During our preliminary studies the novel system of MicroElectrophoresis based sperm selection rapidly and effectively isolates human sperm exhibiting minimal DNA damage. There has been no controlled trial to prove the suitability of this novel method for clinical practice. Therefore, the objective of this prospective controlled clinical trial is to determine whether MicroElectrophoresis has advantages over morphologically based sperm selection for fertilizing oocytes with ICSI. The advantages would be determined by comparing fertilization rates, embryo cleavage rates, blastocyst development rates and quality, implantation, and clinical pregnancy outcomes. The aims of the study proposed here are:

  1. Standardization of MicroElectrophoresis sperm selection protocol.

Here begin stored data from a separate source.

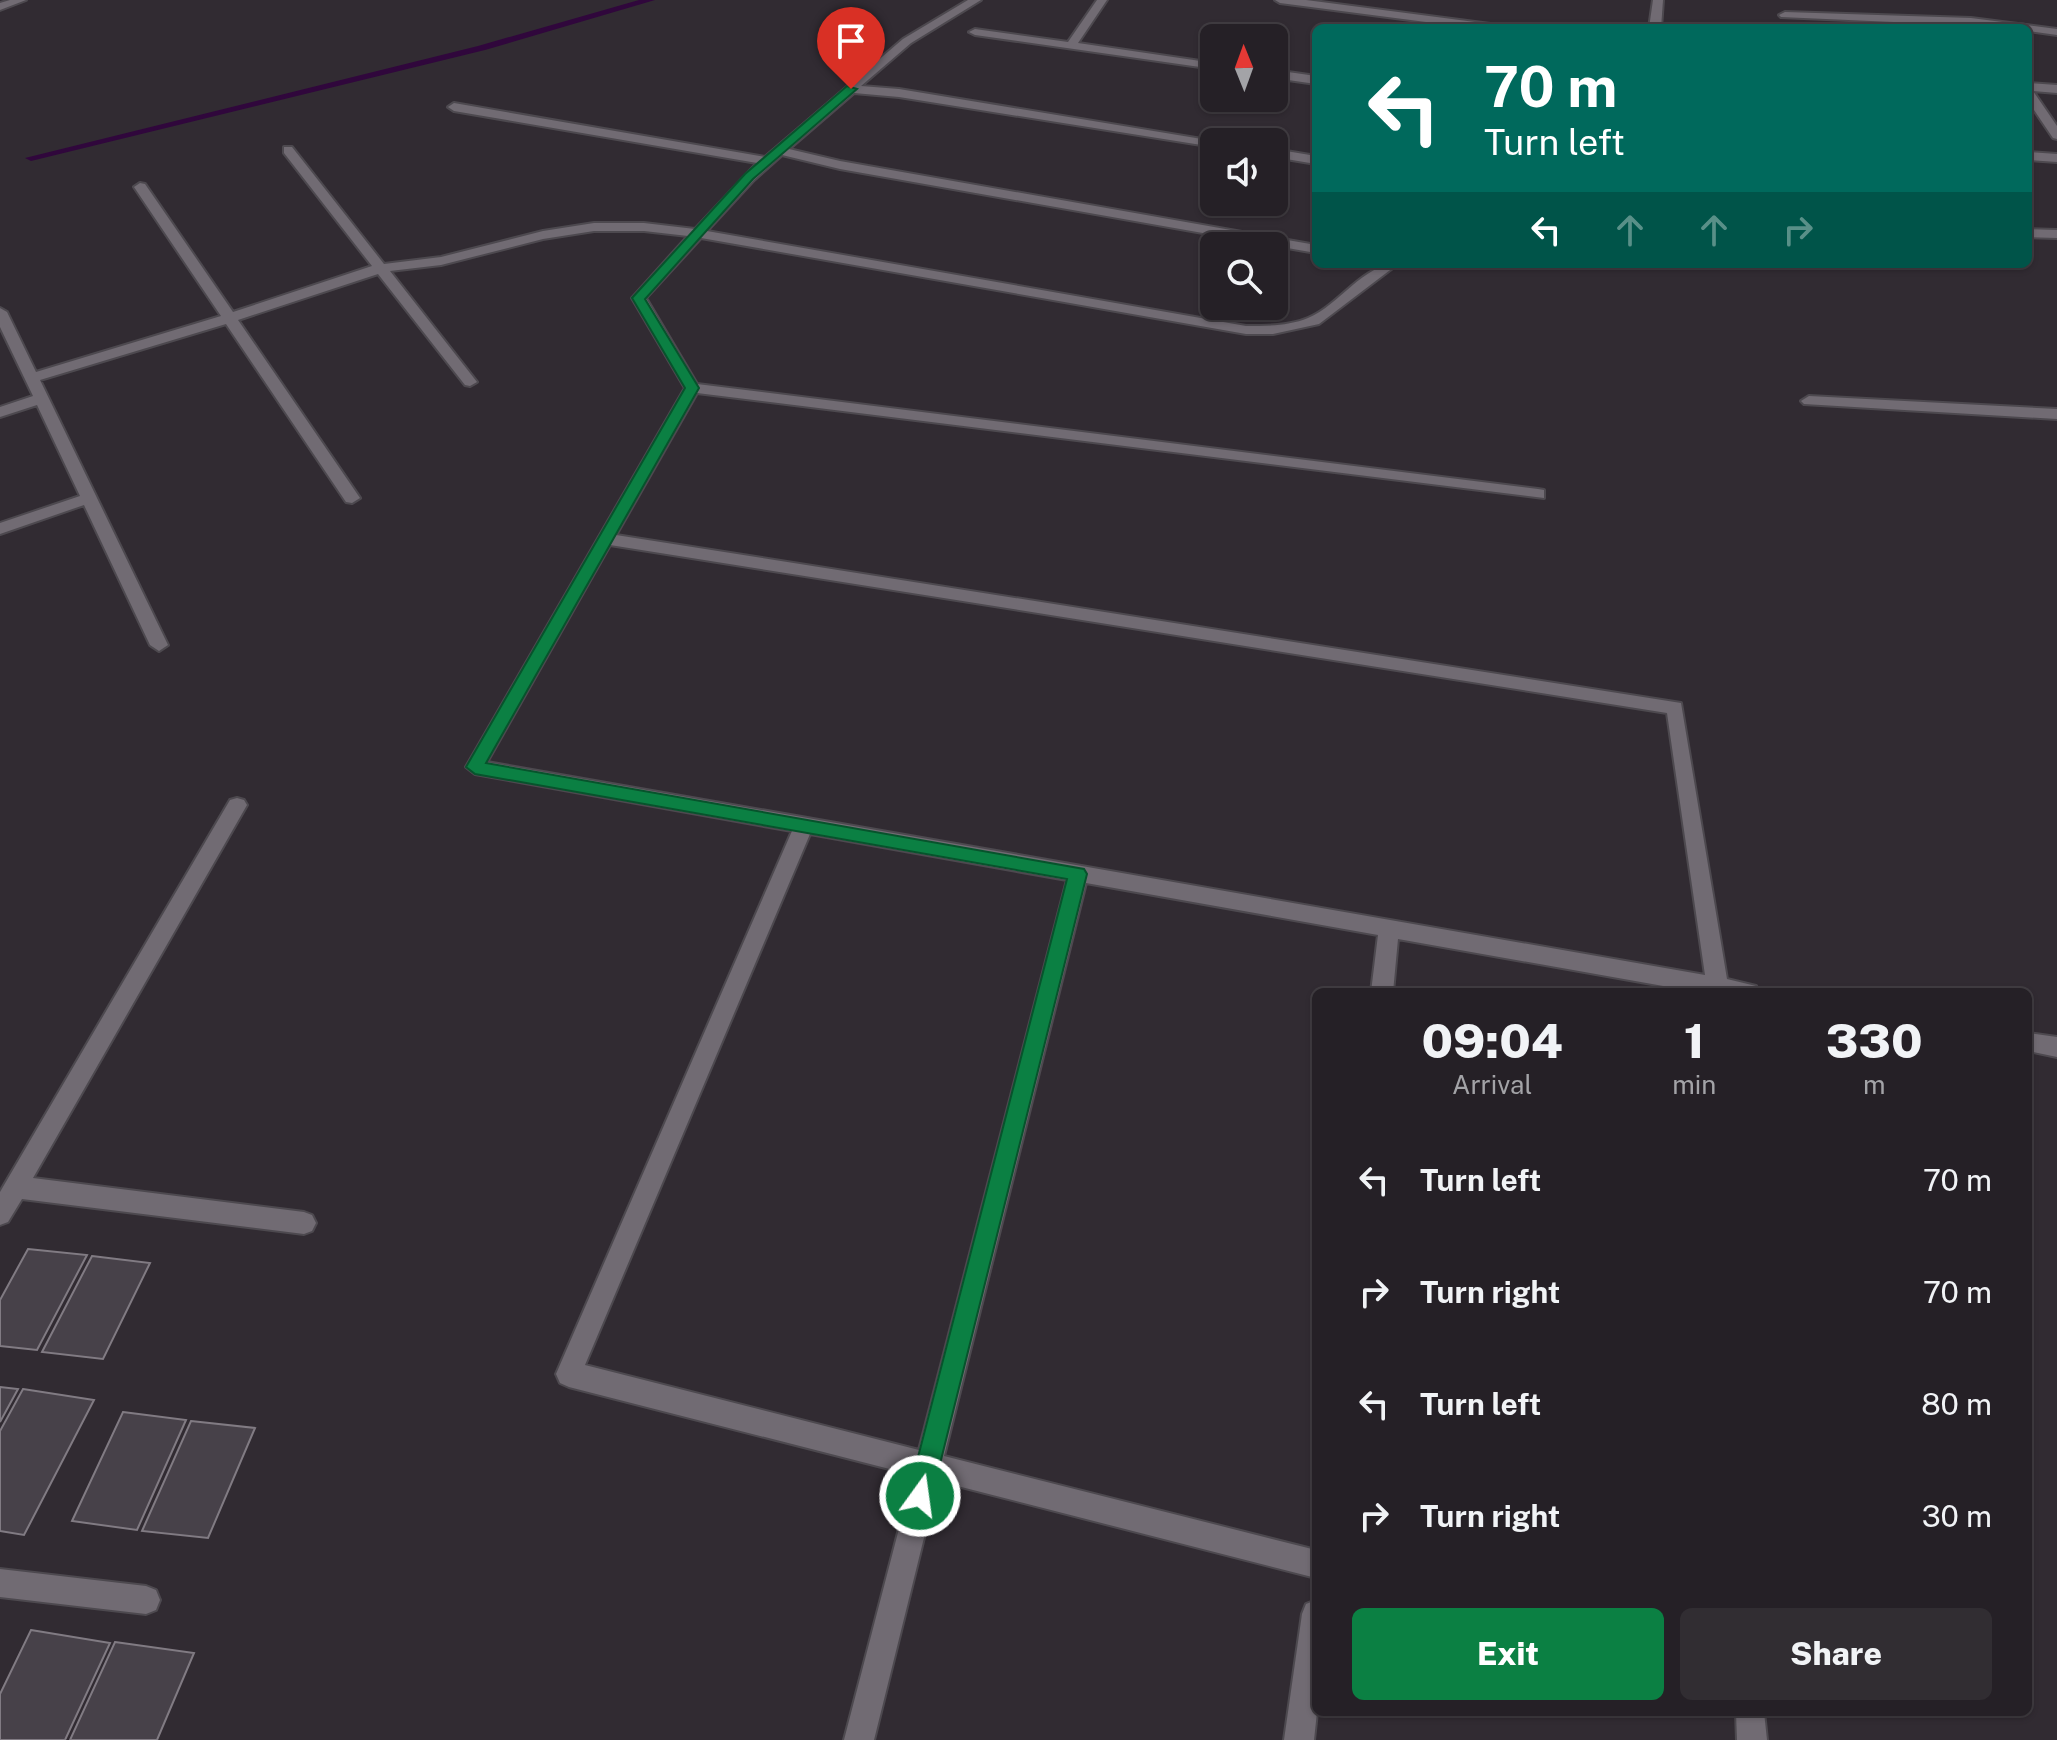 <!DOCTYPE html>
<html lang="en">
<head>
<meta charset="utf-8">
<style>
	:root { --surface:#252026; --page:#312d32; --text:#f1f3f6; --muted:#a3a3a7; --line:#423e43; --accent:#0b8043 }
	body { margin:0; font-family:"Public Sans",sans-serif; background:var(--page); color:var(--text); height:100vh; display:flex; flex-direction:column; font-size:30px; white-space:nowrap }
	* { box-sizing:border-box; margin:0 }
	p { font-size:26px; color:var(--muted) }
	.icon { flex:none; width:44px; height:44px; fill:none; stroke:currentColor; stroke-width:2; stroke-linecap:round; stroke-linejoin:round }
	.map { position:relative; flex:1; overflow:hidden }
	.panel { position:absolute; left:1312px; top:988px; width:720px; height:728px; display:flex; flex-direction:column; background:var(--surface); border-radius:12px; box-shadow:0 2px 6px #0004,0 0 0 2px var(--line) }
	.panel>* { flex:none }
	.top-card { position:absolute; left:1312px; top:24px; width:720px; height:244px; border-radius:12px; box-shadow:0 2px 6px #0004,0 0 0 2px var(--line); background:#00695c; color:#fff; overflow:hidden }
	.needle { width:52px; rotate:359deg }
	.buttons { position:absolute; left:1200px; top:24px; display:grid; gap:16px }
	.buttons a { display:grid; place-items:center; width:88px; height:88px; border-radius:12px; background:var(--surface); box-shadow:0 2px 6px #0004,0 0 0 2px var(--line); font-size:40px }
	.pin { position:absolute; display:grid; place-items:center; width:68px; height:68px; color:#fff; margin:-82px -34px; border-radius:50% 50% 50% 0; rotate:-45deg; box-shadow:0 0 8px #0007 }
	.pin .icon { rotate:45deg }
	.me { position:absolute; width:88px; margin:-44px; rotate:14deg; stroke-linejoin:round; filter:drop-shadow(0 0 6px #0008) }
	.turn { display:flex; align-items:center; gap:28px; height:168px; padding:0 40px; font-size:36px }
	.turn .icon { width:104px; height:104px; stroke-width:2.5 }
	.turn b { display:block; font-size:56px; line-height:68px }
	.lanes { display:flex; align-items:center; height:76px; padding:0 40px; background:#0003; justify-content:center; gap:40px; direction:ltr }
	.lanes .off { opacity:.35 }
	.eta { display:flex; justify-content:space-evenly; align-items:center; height:136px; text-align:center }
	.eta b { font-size:48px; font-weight:800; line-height:56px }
	.cta { display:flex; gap:16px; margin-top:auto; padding:16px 40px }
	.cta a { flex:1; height:92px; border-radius:12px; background:var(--accent); color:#fff; font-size:32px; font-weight:800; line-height:92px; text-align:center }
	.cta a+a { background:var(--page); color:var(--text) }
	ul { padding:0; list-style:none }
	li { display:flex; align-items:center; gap:24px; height:112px; padding:0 40px }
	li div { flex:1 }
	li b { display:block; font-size:30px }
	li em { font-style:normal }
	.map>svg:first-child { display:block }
</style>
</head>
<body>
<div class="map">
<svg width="2057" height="1740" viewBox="0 0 2057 1740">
	<rect width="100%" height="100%" fill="#312b32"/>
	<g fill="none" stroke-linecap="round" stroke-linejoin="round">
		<path fill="#30073c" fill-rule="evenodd" d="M639,0H655L485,50L31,161L25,158L478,46Z"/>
	</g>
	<g fill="#474149" stroke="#817b83" stroke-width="2">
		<path d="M28,1249L87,1255L37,1350L0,1346V1300Z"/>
		<path d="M92,1256L150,1263L103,1359L42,1352Z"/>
		<path d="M0,1387L18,1389L0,1422Z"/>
		<path d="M23,1389L94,1400L24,1535L0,1531V1431Z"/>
		<path d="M123,1412L186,1420L137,1530L72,1521Z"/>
		<path d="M191,1421L255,1428L208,1538L142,1531Z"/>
		<path d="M31,1630L110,1643L65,1740H0V1694Z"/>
		<path d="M115,1642L194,1653L157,1740H70Z"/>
	</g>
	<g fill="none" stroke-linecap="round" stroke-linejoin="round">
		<defs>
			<g id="street">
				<path d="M968,0H981L911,43L861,86L899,89L1220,142H1214V147L899,97L854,93L789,149L840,161L1316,245V253L840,169L782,155L754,180L707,231L1246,326C1266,326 1289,326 1308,318C1340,305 1362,264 1398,264L1319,324L1273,334H1246L701,238L646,298L697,384L1538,489L1544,490V498L697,393L616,535L1681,703L1727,979L1756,986L1759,992H1697L1398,939L1393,992H1371L1378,935L1086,883L944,1456L1316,1550V1578L938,1481L874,1740H844L913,1475L569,1387L560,1383L556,1374L792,831L475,774L466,767L685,388L632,298L688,236L644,231H594L543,239L441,265L390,271L477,382L470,386L465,385L378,274L238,320L360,498L352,503L346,502L226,324L40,380L168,645L159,651L150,645L84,505L0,534V523L80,496L37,405L0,417V407L33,396L0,327V308L7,312L36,372L221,316L134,187L140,183L145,184L233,312L372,266L284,153V147H292L384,264L441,257L543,231L594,223H644L695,229L757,163L454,111L448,107L454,103L765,157L903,39ZM610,545L1667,713L1705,975L487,762ZM810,834L1067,880L919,1450L585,1365Z"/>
				<path d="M1097,0H1107L1078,43L1214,63V69L975,35L969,32L975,29L1068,42Z"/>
				<path d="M1275,0H1306L1498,25L1504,28H1472L1280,3Z"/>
				<path d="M1653,0H1663L1661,28H1649Z"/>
				<path d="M1785,12L1971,18L2057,29V35L2028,31V28L1781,17L1779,15Z"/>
				<path d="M1274,70L1316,76V84L1274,78Z"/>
				<path d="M2028,83L2057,85V93L2033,91L2057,126V139L2053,138L2028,101Z"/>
				<path d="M1274,149L1316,156V164L1274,157Z"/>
				<path d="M2028,152L2057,154V162L2028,160Z"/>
				<path d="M2028,229L2057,230V238L2028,237Z"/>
				<path d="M1809,396L2057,409V419L1804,404L1801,401Z"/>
				<path d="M237,798L244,800L247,805L33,1178L304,1212L312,1215L316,1223L312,1231L304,1234L22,1199L8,1222L0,1225V1192L230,800Z"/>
				<path d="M2028,1033L2057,1037V1057L2028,1051Z"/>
				<path d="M0,1569L146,1586L156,1590L160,1600L156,1610L146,1614L0,1597Z"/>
				<path d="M1316,1600L1317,1712L1314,1740H1284L1302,1614L1306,1604Z"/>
				<path d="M1736,1712H1764L1767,1740H1737Z"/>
			</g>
			<path id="secondary" d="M10,0H26L0,10V3Z"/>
		</defs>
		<use href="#street" stroke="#4d494f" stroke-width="4"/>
		<use href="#secondary" stroke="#4d494f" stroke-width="4"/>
		<use href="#street" fill="#716b73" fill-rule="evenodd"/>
		<use href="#secondary" fill="#716b73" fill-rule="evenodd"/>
	</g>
	<path fill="#0b8043" stroke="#07532c" stroke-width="2" d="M847,86L857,89L753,179L645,299L699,388L486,763L1084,869L1087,874L932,1496L929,1505L920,1508L912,1505L908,1496L1067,879L475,774L466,767L685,388L632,298L745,174Z"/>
</svg>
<div class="buttons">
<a><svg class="needle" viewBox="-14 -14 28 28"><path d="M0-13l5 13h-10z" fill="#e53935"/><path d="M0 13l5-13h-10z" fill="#a3a3a7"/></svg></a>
<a><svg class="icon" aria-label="sound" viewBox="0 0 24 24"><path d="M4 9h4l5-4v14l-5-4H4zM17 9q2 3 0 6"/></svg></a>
<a><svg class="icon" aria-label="search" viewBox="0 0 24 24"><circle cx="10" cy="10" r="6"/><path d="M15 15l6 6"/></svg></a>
</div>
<div class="pin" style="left:851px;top:89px;background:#d93025"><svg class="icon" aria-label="arrive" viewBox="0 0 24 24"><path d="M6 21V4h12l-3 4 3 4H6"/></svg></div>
<svg class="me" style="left:920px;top:1496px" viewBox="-20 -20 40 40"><circle r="17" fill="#0b8043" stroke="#fff" stroke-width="3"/><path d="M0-11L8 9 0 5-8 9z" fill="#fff"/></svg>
<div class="top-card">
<div class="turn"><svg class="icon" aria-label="left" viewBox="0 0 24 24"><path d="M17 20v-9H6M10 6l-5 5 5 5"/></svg><div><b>70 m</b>Turn left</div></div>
<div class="lanes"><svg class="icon" aria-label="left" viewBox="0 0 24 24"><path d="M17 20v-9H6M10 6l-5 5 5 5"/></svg><svg class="icon off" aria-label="ahead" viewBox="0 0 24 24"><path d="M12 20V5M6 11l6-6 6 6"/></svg><svg class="icon off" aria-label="ahead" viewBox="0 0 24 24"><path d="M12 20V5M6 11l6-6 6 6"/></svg><svg class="icon off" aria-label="right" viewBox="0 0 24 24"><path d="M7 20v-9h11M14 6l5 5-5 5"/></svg></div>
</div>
<section class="panel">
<div class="eta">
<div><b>09:04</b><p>Arrival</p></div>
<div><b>1</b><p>min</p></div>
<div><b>330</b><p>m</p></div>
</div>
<ul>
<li><svg class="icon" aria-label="left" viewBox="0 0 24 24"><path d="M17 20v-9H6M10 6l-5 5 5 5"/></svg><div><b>Turn left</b></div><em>70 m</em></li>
<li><svg class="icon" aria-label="right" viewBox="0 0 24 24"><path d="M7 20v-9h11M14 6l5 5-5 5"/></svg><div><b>Turn right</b></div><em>70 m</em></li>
<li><svg class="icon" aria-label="left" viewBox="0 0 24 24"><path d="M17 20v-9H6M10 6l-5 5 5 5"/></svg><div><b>Turn left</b></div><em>80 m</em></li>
<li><svg class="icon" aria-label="right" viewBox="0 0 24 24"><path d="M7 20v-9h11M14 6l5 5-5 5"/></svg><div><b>Turn right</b></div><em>30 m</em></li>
</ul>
<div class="cta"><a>Exit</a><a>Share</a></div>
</section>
</div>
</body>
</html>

  2. Perform a prospective controlled clinical trial using ICSI-Split where sibling oocytes are divided equally for insemination by sperm selected by density gradient separation (DGC)/morphology and MicroElectrophoresis techniques.
  3. Evaluate the impact of sperm selection methods on ICSI outcomes using sperm DNA damage as a cofactor.
  4. Analyse the efficiency of MicroElectrophoresis sperm selection technology on various subgroups of infertility.